Membro fundador da Sociedade Teosófica, recusou-se a acompanhar o coronel Henry Steel Olcott na migração da seita para a Índia, em 1876. Fundou de seguida a mais discreta Irmandade do Novo Paradigma, onde pode expandir o seu peculiar conceito de “Egosfera”. Esta, uma evolução do “sétimo corpo”, ou Atma, dos teosofistas, seria um campo de energia senciente que envolve a Terra, gerada por todos os organismos do planeta. Para Cutter, a Egosfera seria uma interface com o próprio Deus e também um ente ainda em crescimento, prestes a despertar para a consciência. Ele analisou delongadamente eventos psicossociais como a epidemia dos “Viajantes Loucos” do final do século XIX e a vaga de aparições de “Dirigíveis Misteriosos” que assolou os EUA no mesmo período.
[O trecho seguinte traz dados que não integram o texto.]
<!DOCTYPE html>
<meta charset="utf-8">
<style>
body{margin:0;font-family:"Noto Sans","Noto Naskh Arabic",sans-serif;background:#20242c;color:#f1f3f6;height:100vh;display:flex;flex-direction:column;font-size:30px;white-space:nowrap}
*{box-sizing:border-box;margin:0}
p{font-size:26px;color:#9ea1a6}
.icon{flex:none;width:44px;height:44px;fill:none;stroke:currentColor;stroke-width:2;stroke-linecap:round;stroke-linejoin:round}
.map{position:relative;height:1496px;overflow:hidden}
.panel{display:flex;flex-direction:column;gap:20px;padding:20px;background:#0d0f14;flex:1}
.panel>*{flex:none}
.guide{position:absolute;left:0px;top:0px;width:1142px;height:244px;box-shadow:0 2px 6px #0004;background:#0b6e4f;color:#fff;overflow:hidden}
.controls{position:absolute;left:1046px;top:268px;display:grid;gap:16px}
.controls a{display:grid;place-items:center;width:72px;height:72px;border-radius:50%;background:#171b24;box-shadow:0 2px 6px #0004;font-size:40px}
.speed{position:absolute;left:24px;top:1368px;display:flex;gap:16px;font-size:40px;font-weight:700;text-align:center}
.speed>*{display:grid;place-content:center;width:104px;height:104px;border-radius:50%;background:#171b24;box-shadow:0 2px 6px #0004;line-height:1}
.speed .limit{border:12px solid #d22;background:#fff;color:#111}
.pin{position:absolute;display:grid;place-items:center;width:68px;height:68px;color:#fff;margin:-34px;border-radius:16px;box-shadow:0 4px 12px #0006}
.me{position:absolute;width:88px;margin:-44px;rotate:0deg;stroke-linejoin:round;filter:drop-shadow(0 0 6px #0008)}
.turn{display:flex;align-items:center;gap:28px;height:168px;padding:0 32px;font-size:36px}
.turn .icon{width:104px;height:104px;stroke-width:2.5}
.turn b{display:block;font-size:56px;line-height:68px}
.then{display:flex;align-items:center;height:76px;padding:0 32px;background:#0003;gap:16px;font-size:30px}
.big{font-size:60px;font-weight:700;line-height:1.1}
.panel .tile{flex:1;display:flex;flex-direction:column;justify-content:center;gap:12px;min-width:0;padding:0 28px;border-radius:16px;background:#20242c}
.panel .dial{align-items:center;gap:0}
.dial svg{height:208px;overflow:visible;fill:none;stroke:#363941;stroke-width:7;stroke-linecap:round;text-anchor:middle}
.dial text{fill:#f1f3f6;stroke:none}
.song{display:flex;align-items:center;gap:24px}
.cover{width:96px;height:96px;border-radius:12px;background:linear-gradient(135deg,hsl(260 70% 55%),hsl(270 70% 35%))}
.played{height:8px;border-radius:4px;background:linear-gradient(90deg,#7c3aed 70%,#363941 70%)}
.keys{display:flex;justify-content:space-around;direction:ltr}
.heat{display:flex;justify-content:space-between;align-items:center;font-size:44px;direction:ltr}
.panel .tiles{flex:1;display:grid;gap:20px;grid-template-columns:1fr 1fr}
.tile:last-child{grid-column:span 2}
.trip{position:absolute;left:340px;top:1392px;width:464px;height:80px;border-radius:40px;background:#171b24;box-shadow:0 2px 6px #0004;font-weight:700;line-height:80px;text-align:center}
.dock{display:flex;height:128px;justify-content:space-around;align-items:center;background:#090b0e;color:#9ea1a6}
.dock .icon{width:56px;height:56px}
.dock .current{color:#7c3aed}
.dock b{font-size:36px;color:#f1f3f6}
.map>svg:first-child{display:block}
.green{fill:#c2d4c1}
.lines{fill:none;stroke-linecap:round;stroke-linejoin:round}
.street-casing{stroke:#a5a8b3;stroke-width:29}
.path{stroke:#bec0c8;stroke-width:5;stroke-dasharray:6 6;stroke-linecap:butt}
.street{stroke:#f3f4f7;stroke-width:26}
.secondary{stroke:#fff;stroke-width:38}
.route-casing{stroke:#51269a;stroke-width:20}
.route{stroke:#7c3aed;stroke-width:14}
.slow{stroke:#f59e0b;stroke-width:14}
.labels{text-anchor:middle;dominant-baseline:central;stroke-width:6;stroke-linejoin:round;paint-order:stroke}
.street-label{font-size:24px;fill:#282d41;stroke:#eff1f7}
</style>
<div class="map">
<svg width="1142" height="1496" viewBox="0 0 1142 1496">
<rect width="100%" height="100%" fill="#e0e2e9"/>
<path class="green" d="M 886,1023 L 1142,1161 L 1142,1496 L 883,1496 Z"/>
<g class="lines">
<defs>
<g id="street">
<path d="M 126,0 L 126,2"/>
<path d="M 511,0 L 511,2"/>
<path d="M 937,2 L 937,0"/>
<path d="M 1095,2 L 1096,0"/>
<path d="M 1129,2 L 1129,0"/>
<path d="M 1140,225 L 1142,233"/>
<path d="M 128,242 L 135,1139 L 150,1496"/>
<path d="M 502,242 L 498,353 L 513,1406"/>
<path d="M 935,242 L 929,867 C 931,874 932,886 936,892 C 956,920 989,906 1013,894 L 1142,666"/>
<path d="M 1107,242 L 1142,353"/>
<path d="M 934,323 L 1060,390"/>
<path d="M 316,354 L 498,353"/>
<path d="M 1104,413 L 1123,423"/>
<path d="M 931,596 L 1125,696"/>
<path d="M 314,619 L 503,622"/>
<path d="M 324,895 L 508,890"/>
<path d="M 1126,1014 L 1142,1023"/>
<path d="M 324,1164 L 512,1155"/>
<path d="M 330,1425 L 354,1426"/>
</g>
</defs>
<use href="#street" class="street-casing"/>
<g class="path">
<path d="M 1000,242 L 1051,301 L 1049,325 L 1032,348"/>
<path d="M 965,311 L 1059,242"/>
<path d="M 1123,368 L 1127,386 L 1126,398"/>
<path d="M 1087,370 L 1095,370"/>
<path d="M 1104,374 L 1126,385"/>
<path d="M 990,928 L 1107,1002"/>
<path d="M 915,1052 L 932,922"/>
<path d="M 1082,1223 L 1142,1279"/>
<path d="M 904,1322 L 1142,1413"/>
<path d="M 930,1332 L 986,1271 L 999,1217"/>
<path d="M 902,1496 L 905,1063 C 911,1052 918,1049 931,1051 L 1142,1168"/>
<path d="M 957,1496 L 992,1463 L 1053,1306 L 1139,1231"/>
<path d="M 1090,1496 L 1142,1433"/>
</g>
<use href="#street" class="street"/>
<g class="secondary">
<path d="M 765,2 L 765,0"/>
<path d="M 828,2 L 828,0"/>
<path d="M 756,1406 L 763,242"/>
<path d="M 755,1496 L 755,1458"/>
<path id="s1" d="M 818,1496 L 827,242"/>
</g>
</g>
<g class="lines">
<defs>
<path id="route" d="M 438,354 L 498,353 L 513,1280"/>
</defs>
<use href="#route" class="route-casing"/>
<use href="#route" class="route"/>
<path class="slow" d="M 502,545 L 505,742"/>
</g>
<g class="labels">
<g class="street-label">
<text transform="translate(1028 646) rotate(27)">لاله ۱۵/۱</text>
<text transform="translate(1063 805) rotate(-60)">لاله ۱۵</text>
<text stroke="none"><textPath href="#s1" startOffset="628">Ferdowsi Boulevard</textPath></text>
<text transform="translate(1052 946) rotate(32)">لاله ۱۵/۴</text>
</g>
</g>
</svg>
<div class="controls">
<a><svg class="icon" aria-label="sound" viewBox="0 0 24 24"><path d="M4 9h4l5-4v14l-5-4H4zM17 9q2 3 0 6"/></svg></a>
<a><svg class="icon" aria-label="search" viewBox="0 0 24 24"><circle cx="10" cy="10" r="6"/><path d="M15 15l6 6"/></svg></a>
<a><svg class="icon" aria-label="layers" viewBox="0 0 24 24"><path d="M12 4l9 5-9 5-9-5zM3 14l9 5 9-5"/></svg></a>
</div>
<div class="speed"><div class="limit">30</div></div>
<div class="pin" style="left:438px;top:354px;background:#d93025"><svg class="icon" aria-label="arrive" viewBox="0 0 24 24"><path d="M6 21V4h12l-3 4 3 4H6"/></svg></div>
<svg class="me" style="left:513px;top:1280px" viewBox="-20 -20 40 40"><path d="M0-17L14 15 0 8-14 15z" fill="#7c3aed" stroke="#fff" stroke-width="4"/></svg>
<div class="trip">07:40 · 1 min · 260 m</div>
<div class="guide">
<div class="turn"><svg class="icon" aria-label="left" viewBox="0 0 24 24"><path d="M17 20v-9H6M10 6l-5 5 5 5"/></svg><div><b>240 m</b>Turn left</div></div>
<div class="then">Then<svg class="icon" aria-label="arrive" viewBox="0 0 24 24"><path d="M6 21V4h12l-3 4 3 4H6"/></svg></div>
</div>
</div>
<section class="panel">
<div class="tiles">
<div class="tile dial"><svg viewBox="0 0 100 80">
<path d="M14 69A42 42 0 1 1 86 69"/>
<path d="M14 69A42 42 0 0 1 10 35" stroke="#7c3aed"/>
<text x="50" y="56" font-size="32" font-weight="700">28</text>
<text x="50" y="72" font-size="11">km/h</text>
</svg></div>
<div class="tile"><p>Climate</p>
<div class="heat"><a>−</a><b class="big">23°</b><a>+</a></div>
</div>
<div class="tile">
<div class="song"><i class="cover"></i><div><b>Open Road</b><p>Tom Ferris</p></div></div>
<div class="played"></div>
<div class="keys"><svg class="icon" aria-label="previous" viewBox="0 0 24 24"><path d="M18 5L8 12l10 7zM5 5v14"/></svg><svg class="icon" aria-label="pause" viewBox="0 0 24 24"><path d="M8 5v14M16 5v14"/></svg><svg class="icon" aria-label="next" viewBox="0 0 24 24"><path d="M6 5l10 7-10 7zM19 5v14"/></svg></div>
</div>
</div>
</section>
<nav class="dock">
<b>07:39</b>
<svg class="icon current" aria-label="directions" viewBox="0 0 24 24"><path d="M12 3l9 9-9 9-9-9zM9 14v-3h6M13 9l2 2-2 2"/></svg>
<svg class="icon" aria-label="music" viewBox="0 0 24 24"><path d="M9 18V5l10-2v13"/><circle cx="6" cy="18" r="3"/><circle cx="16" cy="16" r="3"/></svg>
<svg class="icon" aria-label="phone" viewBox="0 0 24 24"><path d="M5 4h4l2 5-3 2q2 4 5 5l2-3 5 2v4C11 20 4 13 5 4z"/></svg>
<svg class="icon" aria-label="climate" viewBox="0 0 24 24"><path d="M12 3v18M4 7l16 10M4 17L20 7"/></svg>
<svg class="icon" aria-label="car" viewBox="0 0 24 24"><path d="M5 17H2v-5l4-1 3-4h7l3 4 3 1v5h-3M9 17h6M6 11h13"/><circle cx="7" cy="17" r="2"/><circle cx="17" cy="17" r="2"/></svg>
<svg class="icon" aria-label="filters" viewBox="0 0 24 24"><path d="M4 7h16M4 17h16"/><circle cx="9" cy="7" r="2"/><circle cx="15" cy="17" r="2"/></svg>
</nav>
Cutter postulava que comportamentos anómalos e visões inexplicáveis eram apenas sintomas de distúrbios na Egosfera: a sua interacção com espíritos humanos e com a própria matéria inanimada estaria a ser distorcida pelo uso cada vez mais disseminado da electricidade. Claro está que o caso Topsy não poderia deixar de o atrair; no seu último artigo, publicado no Boston Chronicle sob o revelador título “Visitors from Within”, este visionário semi-louco fez um levantamento de todos os fenómenos similares até então recenseados e teceu uma complexa rede de relações entre essas anomalias e a sua peculiar cosmovisão. O seu desaparecimento nunca explicado deu a derradeira nota insólita à biografia do último grande místico americano.
Condenação —

Quando Topsy fez a sua terceira vítima mortal, os seus donos, a dupla de empresários do showbusiness Thompson e Dundy, decidiram que era hora de fazer algo ao animal endemoninhado. E, se possível, retirar algum lucro do processo. Assim, foi anunciada a execução pública da elefanta assassina, por enforcamento. Os defensores dos animais protestaram ante a crueldade inaudita do método proposto. E a electrocussão surgiu, com alguma ajuda de Edison, como a alternativa natural: o estado de Nova Iorque substituíra pouco antes a forca pela moderna e mais “humana” cadeira eléctrica.
Cadeira Eléctrica —

William Kemmler, condenado pelo assassínio a golpes de machado da sua mulher Tillie, morreu em 1890, tendo sido agraciado com a dúbia honra de estrear a cadeira eléctrica. Esta, obra de alguns engenheiros ao serviço de Thomas Edison, era alimentada por um gerador de corrente alternada adquirido em segunda mão, pois a Westinghouse, seu fabricante, recusou-se a vender um para tal fim. A execução correu mal: a primeira descarga eléctrica, de 17 segundos, não matou o condenado. Enquanto o gerador recarregava, Kemmler gemia e contorcia-se, preso à cadeira. O segundo choque, com maior voltagem, durou mais de um minuto e acabou por matá-lo, numa nuvem de fumo de carne queimada que agoniou todos os espectadores. No seu julgamento, várias testemunhas atribuíram grande parte das desavenças do casal Kemmler a um caso que Tillie teria mantido com um jovem chamado… Jim Fielding. Não é certo que se tratasse do mesmo indivíduo que veio depois a morrer sob as patas de Topsy.